Guilherme Dotti, Monumental Pega em Angra do Heroísmo
Quando se vai para a última corrida das Sanjoaninas um certo sentimento de saudade já aperta... E assim foi no dia de São João! A Ilha Terceira marca todos os que a visitam em qualquer altura do ano mas por estes dias ainda mais! É um lugar onde o calor humano é tão forte quanto a paixão pelas tradições. O povo da Terceira e de Angra em particular sorri com o coração aberto, e a alma desta gente vibra com cada investida do toiro. A vida ali pulsa noutro ritmo, mais lento, mais verdadeiro, mais nosso, mais português! Nesta terra, onde o toiro bravo é rei, quem reina de verdade é o povo. Um povo de olhar firme e de coração genuíno. Gente com quem nos cruzamos na rua e diz “bom dia meu senhor” como quem oferece um pedaço de pão. Que abre a sua porta sem perguntar o nome, porque antes de ser forasteiro, já és amigo.Entre eles, o toiro não é apenas animal — é símbolo. É bravura, é sangue quente, é identidade. Crescem no a ver como figura nobre, respeitado, temido, admirado. Nos dias de festa, o povo vibra, não pelo espetáculo apenas, mas porque ali se celebra quem são. A arena é apenas um espelho — o que ali se passa é reflexo da alma desta terra.A Tertúlia Tauromáquica Terceirense todos os ano tem um empenho abrumador em montar a sua Feira, procura o melhor entre os melhores, monta para o aficionado sempre cartéis de grande interesse e resultado disso são as afluências de público à Monumental Praça de Toiros de Angra... Três casões de fazer inveja... Esta última de feira contou com 85% do aforo preenchido para assistir à tão aguardada corrida mista. Infelizmente o espectáculo não correspondeu às expectativas mas houve alguns motivos de interesse como um par de pegas do GFA de Vila Franca, duas lides sérias de Tiago Pamplona, detalhes de Escribano e muito querer agradar e triunfar de Emílio de Justos.

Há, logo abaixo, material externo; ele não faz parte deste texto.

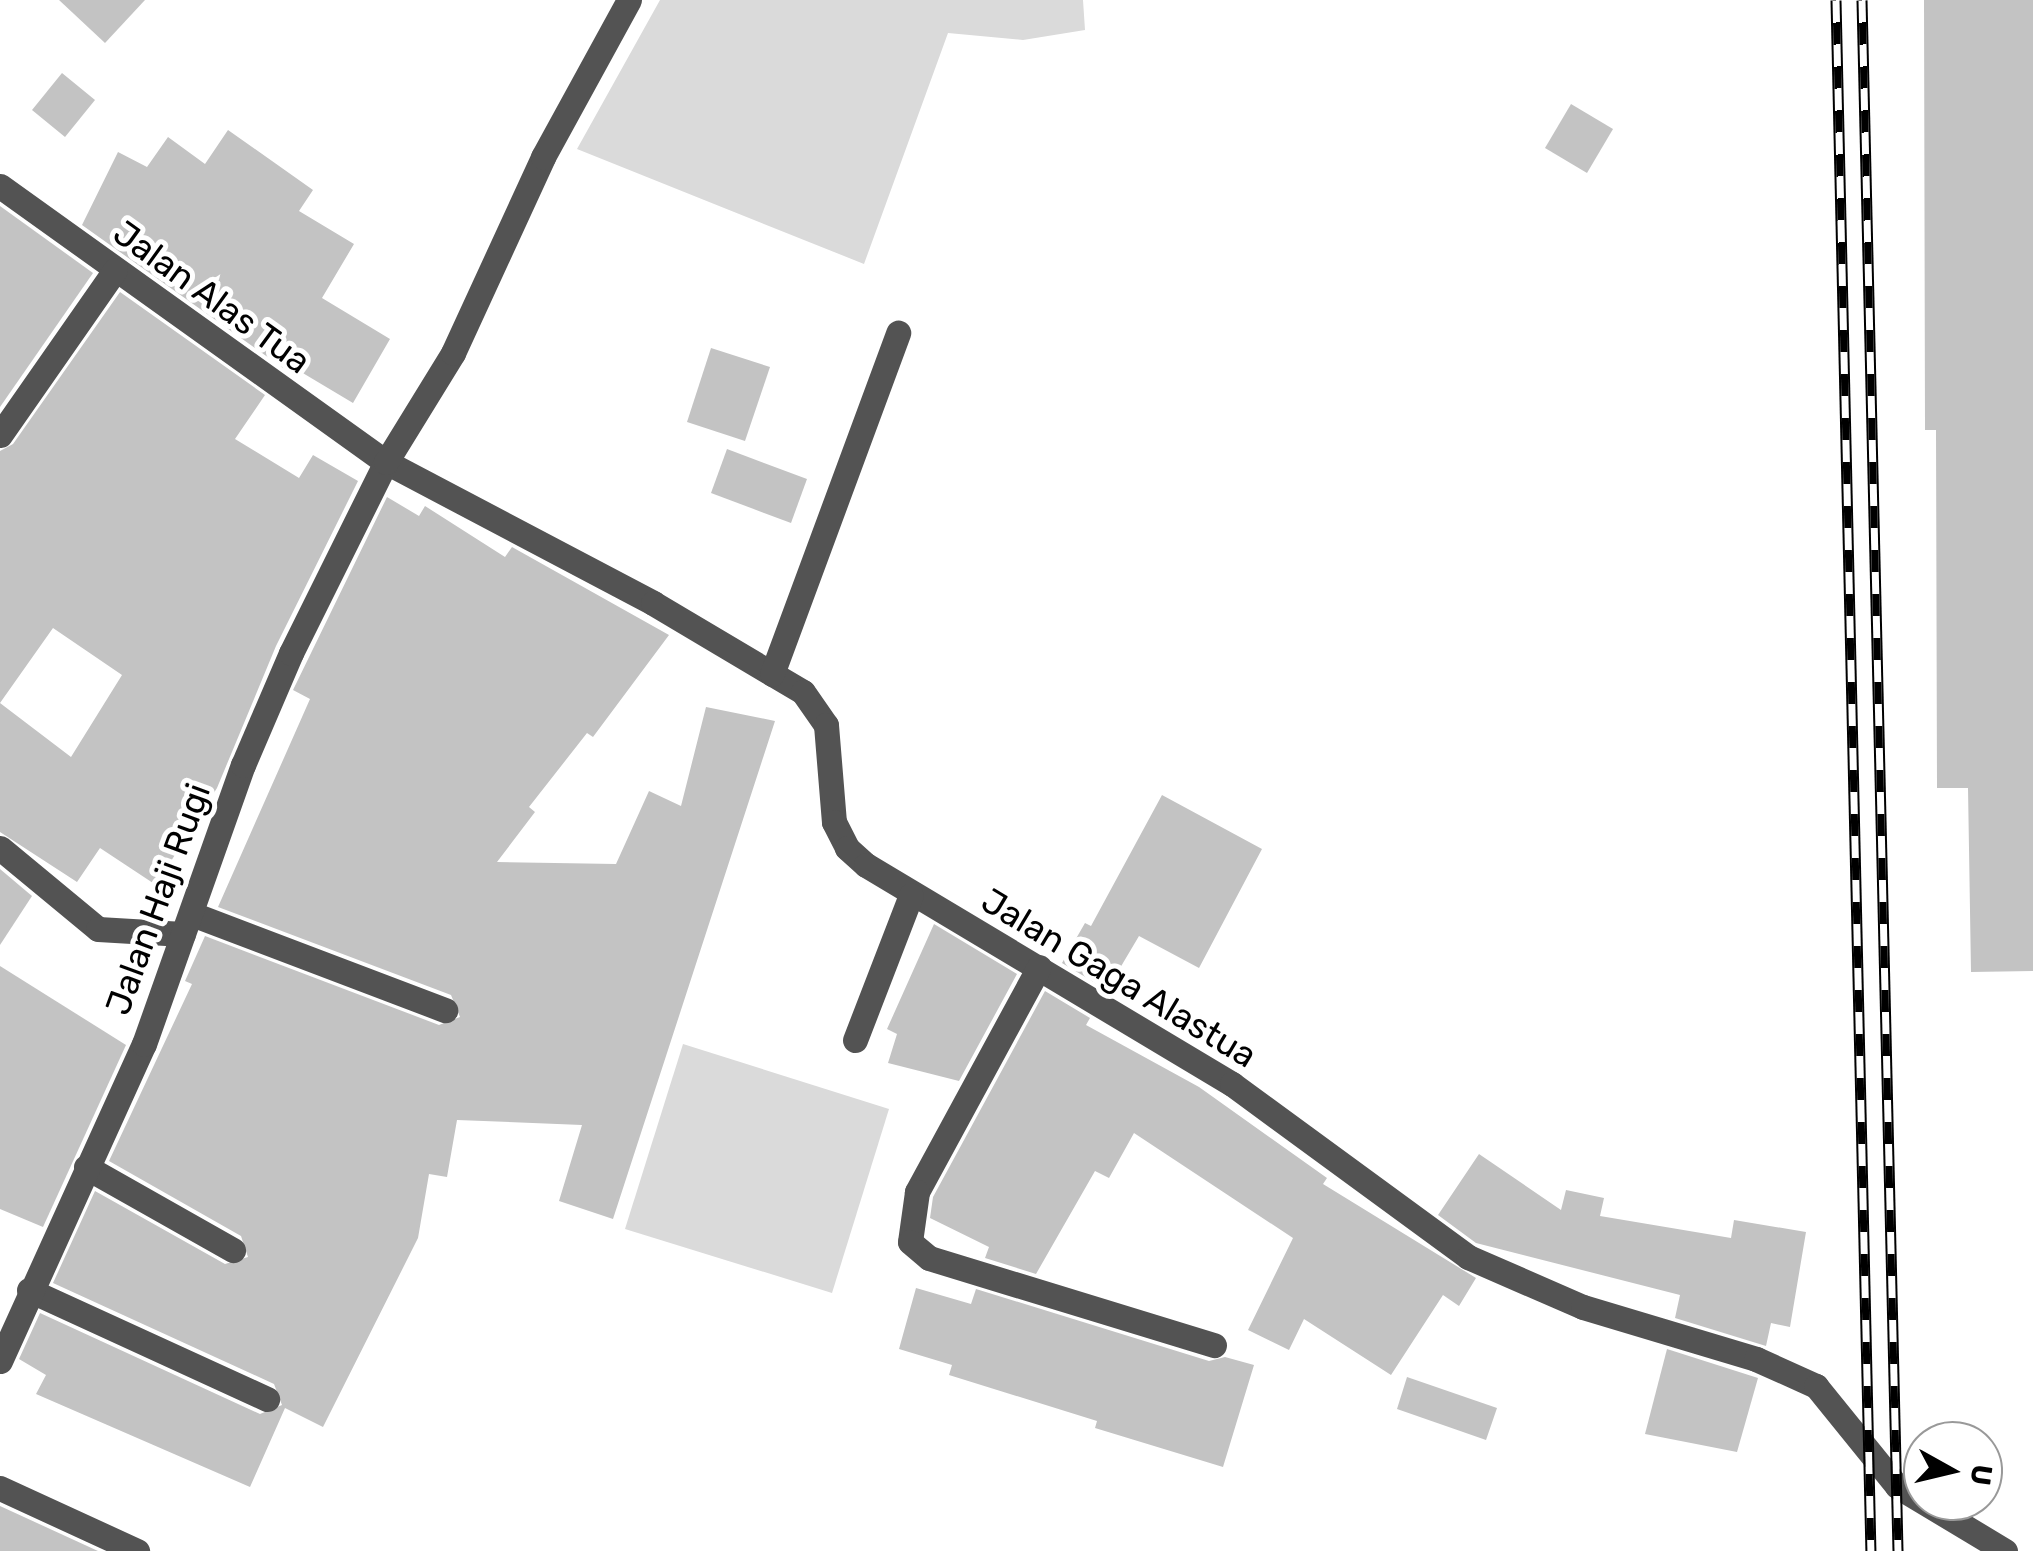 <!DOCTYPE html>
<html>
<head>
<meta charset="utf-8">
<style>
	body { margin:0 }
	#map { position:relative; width:2033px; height:1551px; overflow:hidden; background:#fff; font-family:Rubik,sans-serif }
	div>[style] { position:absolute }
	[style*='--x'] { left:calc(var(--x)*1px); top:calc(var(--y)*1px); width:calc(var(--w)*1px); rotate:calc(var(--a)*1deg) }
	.green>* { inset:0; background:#dadada }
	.building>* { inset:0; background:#c3c3c3 }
	.minor>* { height:25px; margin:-12.5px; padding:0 12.5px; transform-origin:12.5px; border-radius:12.5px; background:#535353 }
	.rail>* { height:11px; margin-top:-5.5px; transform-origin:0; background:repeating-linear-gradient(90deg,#fff 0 22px,#000 0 44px); box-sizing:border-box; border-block:2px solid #000 }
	span { translate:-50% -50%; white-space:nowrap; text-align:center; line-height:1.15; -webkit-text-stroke:10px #fff; paint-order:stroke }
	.street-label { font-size:35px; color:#000 }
	.north { position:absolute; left:1903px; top:1421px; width:100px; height:100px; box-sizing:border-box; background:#fff; border:2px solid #999; border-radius:50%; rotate:98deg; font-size:28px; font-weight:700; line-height:40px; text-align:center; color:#000 }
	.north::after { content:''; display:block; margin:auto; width:35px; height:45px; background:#000; clip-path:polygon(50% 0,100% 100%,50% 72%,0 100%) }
</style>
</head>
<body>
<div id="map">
	<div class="green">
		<div style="clip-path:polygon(660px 0,1083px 0,1085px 30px,1023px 40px,948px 33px,864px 264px,577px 149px)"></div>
		<div style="clip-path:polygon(683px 1044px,889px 1109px,832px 1293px,625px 1229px)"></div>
	</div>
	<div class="building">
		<div style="clip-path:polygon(59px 0,145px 0,105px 43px)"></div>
		<div style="clip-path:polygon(1924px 0,2033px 0,2033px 971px,1971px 972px,1968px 788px,1937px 788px,1936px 430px,1925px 430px)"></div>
		<div style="clip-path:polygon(62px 73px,95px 100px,65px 137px,32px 110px)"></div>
		<div style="clip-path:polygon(1571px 104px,1613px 129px,1587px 173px,1545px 148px)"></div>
		<div style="clip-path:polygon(228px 130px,313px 190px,299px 211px,354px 244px,322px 298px,390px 339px,353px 403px,286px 363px,283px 368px,82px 225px,118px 152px,147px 167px,168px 137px,205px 164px)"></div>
		<div style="clip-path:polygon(0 206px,93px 273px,0 407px)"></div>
		<div style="clip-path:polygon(evenodd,120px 292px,265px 395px,235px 439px,299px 478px,313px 455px,358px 481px,276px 646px,217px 788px,156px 885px,100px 848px,77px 882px,0 832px,0 451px,13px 444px,120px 292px,53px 628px,122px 675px,71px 757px,0 703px,53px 628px)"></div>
		<div style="clip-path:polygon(711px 348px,770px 367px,745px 441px,687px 422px)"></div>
		<div style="clip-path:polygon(727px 449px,807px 479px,791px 523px,711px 493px)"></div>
		<div style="clip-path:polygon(387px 497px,419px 516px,425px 506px,505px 557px,512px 547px,669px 635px,593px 737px,587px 733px,529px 807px,535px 812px,497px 862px,616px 864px,649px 791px,681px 806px,706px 707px,775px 721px,613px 1219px,559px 1201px,582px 1125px,457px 1120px,447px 1177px,429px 1174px,418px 1238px,323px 1427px,285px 1408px,250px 1487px,36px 1394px,46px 1375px,19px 1359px,40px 1313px,260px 1414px,282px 1405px,274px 1384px,53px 1283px,95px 1191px,225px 1264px,248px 1257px,241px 1236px,109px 1161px,192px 984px,185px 981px,205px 936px,439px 1025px,460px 1017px,451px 995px,218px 907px,310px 699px,293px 690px)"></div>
		<div style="clip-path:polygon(1162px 795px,1262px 849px,1199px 968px,1139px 936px,1107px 990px,1062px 963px,1085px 923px,1091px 926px)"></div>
		<div style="clip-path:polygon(0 869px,32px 896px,0 945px)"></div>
		<div style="clip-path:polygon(934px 924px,1017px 974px,959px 1081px,888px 1063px,897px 1034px,887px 1029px)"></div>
		<div style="clip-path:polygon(0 966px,126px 1045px,43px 1227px,0 1209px)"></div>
		<div style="clip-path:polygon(1045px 991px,1090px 1018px,1086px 1025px,1199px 1087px,1327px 1178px,1323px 1184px,1476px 1278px,1459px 1306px,1443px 1295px,1391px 1375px,1304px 1319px,1289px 1350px,1248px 1330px,1293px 1238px,1134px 1133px,1109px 1178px,1095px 1171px,1036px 1274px,985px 1258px,989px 1247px,930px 1218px,933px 1197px)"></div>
		<div style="clip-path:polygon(1479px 1154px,1561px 1210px,1566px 1190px,1604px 1198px,1600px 1216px,1731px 1238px,1734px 1220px,1806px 1232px,1790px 1327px,1771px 1323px,1766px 1346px,1675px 1318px,1680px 1295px,1476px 1243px,1438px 1215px)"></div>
		<div style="clip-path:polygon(916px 1288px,971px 1304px,976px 1289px,1209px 1361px,1225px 1357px,1254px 1365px,1223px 1467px,1095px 1428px,1097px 1421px,949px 1375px,952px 1365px,899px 1349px)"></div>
		<div style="clip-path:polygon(1667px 1349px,1758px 1378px,1737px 1452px,1645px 1434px)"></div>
		<div style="clip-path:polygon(1407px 1377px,1497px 1408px,1486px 1440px,1397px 1409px)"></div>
		<div style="clip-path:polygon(0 1506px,98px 1551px,0 1551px)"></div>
	</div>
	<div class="minor">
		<div style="--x:0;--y:186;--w:475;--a:35.6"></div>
		<div style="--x:386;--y:462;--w:302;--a:27.8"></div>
		<div style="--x:653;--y:603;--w:174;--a:30.7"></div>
		<div style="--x:803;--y:692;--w:40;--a:55.1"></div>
		<div style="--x:826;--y:725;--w:97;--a:85.3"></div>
		<div style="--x:834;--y:822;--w:29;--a:63"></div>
		<div style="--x:847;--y:848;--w:25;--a:42"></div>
		<div style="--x:866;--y:865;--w:427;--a:30.9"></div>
		<div style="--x:1232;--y:1084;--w:293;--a:36.2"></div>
		<div style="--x:1468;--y:1257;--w:125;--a:23.5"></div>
		<div style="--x:1583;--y:1307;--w:181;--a:16.7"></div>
		<div style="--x:1756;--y:1359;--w:66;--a:24.2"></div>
		<div style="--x:1816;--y:1386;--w:129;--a:51"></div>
		<div style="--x:1897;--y:1486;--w:126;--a:31"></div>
		<div style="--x:0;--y:435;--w:201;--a:-55.1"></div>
		<div style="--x:772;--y:674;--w:364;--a:-69.7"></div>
		<div style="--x:0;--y:848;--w:127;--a:39.6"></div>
		<div style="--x:98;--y:929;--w:85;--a:3.4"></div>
		<div style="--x:192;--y:914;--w:271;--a:20.8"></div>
		<div style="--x:1039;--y:967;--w:256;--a:118.5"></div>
		<div style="--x:917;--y:1192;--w:50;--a:98"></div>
		<div style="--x:910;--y:1242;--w:25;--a:40"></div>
		<div style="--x:929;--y:1258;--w:298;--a:17"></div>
		<div style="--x:855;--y:1040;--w:155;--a:-68.9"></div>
		<div style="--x:86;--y:1167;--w:169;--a:29.5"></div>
		<div style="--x:29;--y:1290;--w:262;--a:24.6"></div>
		<div style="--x:0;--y:1361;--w:348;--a:-65.6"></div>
		<div style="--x:144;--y:1044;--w:296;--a:-70.5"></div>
		<div style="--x:243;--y:765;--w:122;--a:-66.8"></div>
		<div style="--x:291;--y:653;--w:213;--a:-63.6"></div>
		<div style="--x:386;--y:462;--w:128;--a:-58.4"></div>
		<div style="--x:453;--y:353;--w:216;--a:-65.3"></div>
		<div style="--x:543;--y:157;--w:179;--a:-61.3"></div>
		<div style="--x:0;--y:1488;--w:151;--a:24.7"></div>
	</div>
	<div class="rail">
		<div style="--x:1836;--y:0;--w:1551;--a:88.71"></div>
		<div style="--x:1862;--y:0;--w:1551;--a:88.67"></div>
	</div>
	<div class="street-label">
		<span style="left:212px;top:297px;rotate:36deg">Jalan Alas Tua</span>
		<span style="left:158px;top:899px;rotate:-70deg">Jalan Haji Rugi</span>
		<span style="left:1119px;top:978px;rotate:31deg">Jalan Gaga Alastua</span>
	</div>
	<div class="north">U</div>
</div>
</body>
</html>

A pega do quarto da tarde foi quanto a mim o momento alto da corrida, Vasco Pereira escolheu para a cara deste toiro Guilherme Dotti e o que se viu na arena foi uma pega extraordinária que ficará gravada na memória de quem a presenciou. Saltou o Guilherme para a arena e brindou, o toiro não se mostrava franco e o seu comportamento durante a lide tinha sido reservado e assim foi na pega... Dotti citou com alma, mas o toiro media, parado e encampando. O forcado foi-lhe ganhando terreno e citando com uma calma abrumadora. O silêncio na praça era impressionante! Com firmeza e convicção, andava para o de Rego Botelho bonito, o toiro mirava... Guilherme bateu-lhe o pé em terrenos quase proibidos... os do toiro... Havia o pressentimento que ia ser uma pega de cara ou cruz... Citou novamente o Guilherme alto, peito aberto. Foi aí que o toiro, sem dar grande aviso, partiu com força, o forcado ainda lhe conseguiu sacar três passos, o encontro foi seco, por cima, duro. O toiro bateu com violência e tentou sacudir num derrote para cima. Dotti aguentou com alma e braços, uma grande primeira ajuda de seu irmão foi essencial para a pega se ter concretizado . O grupo entrou bem, muito bem — compacto, determinado, sem hesitações. A praça aplaudiu de pé pela lição ali vivida. Porque ali, naquela pega, estava tudo o que define a alma do forcado: entrega, alma, emoção, risco e união.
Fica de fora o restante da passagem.